I thank the authors for addressing Pierre-Antoine's comment in this revised version. I do not have further comments of my own, and I recommend this paper to be accepted, per the reasons given in my previous two reviews.

Review #2
By Pierre-Antoine Champin submitted on 29/Jan/2024
Suggestion:
Accept
Review Comment:

This paper presents RML-star, an extension of RML (RDF Mapping Language) to support the new features introduced by RDF-star in RDF. The paper also presents Morph-KGC^star, an implementation of RML-star, and compares it with other implementations of mapping languages supporting RDF-star.

The paper is clear and pleasant to read, and the proposed approach is convincing. An open-source implementation is available on github, with a healthy continuous-integration process in place, and Zenodo DOI for each releases.

I have a few minor changes to suggest, which are not blocking to accept the paper.
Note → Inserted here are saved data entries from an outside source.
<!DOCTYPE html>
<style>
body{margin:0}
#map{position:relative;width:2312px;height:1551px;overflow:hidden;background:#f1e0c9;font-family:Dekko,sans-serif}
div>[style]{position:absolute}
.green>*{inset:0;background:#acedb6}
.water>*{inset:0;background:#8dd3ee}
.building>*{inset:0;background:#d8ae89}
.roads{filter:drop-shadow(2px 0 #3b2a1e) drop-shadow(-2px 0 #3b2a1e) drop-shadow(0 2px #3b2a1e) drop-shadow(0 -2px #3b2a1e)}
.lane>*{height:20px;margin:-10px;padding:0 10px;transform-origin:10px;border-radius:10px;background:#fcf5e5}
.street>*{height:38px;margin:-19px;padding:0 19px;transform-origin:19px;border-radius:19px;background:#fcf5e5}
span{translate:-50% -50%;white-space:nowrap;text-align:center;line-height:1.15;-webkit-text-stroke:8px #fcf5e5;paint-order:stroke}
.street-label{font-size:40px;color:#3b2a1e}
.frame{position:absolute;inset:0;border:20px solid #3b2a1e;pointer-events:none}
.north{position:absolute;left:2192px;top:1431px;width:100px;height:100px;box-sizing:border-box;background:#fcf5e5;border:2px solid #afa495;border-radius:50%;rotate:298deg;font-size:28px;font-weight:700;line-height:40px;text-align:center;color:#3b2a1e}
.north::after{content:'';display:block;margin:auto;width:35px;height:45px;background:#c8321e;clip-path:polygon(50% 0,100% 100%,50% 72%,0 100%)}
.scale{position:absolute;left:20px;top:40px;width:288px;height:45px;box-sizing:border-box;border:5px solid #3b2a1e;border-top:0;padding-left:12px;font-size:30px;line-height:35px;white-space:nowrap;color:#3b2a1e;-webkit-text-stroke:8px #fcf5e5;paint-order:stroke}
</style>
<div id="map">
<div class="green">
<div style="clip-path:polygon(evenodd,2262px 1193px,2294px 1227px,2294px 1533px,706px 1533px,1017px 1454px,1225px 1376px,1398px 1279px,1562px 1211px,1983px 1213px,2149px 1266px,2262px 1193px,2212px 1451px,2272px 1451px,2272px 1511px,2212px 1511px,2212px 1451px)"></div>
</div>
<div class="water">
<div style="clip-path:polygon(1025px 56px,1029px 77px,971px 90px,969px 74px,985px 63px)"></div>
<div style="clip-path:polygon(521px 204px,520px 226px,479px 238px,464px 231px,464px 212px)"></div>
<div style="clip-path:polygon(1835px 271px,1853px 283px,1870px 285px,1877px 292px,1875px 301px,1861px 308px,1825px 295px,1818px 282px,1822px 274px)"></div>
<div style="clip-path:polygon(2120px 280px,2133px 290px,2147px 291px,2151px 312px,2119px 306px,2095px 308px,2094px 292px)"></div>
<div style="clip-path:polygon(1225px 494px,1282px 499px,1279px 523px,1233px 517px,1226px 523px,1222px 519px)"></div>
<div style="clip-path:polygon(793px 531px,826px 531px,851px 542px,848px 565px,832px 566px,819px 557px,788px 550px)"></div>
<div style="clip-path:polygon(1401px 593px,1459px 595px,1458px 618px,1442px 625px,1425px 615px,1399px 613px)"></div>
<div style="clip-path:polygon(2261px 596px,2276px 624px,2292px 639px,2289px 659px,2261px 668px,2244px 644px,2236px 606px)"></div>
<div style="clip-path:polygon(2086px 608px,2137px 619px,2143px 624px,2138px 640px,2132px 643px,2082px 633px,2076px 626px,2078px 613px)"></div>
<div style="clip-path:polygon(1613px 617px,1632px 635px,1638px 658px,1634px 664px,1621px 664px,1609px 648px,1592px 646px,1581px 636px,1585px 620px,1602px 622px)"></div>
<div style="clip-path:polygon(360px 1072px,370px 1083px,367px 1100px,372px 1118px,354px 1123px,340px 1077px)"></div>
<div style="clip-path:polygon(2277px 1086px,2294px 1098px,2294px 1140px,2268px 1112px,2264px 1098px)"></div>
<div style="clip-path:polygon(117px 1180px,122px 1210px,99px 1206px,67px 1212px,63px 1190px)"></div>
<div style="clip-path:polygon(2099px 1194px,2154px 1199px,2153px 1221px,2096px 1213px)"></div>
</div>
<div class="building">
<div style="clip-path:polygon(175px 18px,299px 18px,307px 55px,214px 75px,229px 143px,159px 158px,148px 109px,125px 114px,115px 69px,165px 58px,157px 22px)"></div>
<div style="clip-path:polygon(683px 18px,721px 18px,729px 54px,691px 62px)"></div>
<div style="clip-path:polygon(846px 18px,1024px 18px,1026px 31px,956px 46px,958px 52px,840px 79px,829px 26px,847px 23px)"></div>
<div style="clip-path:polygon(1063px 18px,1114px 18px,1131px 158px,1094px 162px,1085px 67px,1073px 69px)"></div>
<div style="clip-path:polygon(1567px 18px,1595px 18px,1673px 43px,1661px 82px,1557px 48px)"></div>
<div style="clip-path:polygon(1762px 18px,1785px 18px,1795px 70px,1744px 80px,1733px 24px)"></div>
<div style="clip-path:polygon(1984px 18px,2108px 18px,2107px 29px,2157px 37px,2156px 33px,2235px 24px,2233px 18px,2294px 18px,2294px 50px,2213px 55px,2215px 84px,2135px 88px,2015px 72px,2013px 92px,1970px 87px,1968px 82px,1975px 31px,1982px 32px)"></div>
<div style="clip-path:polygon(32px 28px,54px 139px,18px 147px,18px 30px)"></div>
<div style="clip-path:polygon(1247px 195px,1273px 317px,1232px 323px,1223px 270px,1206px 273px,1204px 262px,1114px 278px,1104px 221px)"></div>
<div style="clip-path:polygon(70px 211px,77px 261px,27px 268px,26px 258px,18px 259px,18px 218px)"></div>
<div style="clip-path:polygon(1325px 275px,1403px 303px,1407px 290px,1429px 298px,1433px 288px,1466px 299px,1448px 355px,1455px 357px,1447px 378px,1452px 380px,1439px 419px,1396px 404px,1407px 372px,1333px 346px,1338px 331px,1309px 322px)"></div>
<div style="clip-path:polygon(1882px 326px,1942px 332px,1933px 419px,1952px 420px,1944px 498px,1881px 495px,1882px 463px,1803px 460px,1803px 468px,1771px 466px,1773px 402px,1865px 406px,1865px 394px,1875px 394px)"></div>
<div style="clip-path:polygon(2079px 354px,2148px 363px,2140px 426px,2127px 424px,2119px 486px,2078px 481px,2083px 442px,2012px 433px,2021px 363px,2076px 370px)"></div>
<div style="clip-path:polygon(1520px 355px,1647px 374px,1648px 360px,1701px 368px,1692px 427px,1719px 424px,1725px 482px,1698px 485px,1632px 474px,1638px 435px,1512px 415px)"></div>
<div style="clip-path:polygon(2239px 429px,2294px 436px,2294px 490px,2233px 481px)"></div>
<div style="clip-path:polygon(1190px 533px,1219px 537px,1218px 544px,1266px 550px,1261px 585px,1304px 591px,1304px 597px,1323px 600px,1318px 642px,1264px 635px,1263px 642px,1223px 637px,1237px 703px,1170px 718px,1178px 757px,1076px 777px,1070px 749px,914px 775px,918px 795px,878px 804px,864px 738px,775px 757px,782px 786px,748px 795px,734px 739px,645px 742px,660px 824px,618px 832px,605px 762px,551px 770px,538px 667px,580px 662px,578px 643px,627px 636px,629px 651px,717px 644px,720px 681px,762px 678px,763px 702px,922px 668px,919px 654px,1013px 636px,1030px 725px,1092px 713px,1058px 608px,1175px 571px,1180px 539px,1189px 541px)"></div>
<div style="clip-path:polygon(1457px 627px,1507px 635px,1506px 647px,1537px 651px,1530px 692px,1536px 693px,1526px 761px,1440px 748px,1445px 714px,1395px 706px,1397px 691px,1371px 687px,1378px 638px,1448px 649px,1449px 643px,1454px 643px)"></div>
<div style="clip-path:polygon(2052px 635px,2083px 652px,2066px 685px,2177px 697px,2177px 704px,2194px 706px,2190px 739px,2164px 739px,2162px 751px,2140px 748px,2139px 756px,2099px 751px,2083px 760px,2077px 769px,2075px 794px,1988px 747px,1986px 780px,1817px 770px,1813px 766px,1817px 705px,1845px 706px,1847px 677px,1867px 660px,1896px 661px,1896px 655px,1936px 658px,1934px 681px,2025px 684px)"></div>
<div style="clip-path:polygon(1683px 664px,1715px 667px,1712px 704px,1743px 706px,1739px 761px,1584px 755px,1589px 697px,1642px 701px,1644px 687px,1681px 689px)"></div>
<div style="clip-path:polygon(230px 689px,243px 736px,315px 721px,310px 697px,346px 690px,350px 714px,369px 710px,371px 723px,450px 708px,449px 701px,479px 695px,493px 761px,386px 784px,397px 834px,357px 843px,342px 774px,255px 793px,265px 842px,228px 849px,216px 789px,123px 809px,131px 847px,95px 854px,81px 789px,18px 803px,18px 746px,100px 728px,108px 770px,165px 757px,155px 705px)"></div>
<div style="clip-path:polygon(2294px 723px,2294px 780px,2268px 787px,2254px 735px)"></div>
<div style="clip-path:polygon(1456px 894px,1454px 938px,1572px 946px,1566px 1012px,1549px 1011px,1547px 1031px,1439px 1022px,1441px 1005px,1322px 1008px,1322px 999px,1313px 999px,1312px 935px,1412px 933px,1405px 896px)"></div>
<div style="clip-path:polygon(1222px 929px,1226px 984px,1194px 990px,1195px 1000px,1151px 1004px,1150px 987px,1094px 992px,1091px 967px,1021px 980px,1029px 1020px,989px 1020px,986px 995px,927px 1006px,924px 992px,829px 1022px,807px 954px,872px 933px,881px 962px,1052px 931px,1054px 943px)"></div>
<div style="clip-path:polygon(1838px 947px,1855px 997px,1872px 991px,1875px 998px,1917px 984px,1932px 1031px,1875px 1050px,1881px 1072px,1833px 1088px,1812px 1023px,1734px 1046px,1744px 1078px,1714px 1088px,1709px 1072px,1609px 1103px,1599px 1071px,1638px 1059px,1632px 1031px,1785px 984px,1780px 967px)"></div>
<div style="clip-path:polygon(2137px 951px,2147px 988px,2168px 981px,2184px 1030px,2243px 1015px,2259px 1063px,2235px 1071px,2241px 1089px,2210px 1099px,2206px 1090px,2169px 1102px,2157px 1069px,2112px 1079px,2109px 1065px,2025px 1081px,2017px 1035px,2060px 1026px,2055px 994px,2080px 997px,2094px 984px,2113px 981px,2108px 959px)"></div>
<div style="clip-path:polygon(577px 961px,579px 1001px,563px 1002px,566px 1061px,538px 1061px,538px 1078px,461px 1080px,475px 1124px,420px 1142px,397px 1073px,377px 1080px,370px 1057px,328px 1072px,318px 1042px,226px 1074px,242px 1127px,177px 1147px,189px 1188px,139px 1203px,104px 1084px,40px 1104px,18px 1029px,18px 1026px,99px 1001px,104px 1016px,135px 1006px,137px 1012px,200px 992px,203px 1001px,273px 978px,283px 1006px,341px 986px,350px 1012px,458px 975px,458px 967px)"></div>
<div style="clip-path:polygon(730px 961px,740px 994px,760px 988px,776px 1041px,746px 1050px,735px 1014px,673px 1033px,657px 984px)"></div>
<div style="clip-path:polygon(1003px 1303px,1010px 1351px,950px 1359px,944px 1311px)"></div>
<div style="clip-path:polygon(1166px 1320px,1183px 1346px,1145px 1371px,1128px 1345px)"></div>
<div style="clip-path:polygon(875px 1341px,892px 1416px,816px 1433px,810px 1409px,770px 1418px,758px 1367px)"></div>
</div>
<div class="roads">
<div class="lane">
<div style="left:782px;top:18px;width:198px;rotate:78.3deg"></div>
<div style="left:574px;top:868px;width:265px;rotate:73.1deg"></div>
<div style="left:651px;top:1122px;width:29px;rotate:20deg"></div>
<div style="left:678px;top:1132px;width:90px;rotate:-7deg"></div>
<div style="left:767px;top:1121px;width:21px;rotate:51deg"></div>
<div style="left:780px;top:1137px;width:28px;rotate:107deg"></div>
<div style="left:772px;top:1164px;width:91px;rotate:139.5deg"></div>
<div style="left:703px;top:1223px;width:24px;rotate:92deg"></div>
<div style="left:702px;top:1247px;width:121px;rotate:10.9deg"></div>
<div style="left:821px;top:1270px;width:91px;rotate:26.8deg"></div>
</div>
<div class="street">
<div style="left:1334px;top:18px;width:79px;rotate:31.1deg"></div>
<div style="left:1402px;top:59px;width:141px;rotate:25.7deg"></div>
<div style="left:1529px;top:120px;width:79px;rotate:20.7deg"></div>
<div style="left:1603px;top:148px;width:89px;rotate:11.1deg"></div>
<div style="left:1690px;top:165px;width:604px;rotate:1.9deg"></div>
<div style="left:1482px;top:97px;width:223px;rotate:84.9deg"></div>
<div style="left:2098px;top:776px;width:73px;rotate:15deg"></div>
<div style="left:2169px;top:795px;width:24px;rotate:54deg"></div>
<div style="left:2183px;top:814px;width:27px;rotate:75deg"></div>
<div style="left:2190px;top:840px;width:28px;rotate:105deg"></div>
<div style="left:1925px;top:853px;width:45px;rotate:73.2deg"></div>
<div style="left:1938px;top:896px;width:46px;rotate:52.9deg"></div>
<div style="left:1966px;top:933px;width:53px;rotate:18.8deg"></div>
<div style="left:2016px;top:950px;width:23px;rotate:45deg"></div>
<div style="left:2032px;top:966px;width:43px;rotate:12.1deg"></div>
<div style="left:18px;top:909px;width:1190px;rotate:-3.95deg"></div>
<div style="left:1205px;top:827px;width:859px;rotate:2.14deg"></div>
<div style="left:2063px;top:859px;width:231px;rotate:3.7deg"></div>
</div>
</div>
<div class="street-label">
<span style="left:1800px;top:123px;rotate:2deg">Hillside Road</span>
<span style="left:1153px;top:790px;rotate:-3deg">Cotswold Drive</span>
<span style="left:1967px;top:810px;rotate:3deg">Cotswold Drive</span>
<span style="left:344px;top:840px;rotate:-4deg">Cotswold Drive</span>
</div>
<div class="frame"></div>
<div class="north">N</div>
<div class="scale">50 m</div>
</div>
* p1 "the RDF-Star Working Group has recently been created"
→ not so recently anymore

* p5 "<#jumpTM> (...) produce triples annotated with :date."
→ this is a bit confusing, as the annotation with :date is not produced by <#jumpTM>. I suggest to reword as:
... produce triples that are annotated with :date by the triples map <#dateTM>

* p8 and p9 "have no effect" / "has no effect"
→ what I guess you mean is that the returned m_joint is the same as m_parent. This should be more explicit. "have no effect" seems to imply that nothing is assigned in m_joint, which makes no sense.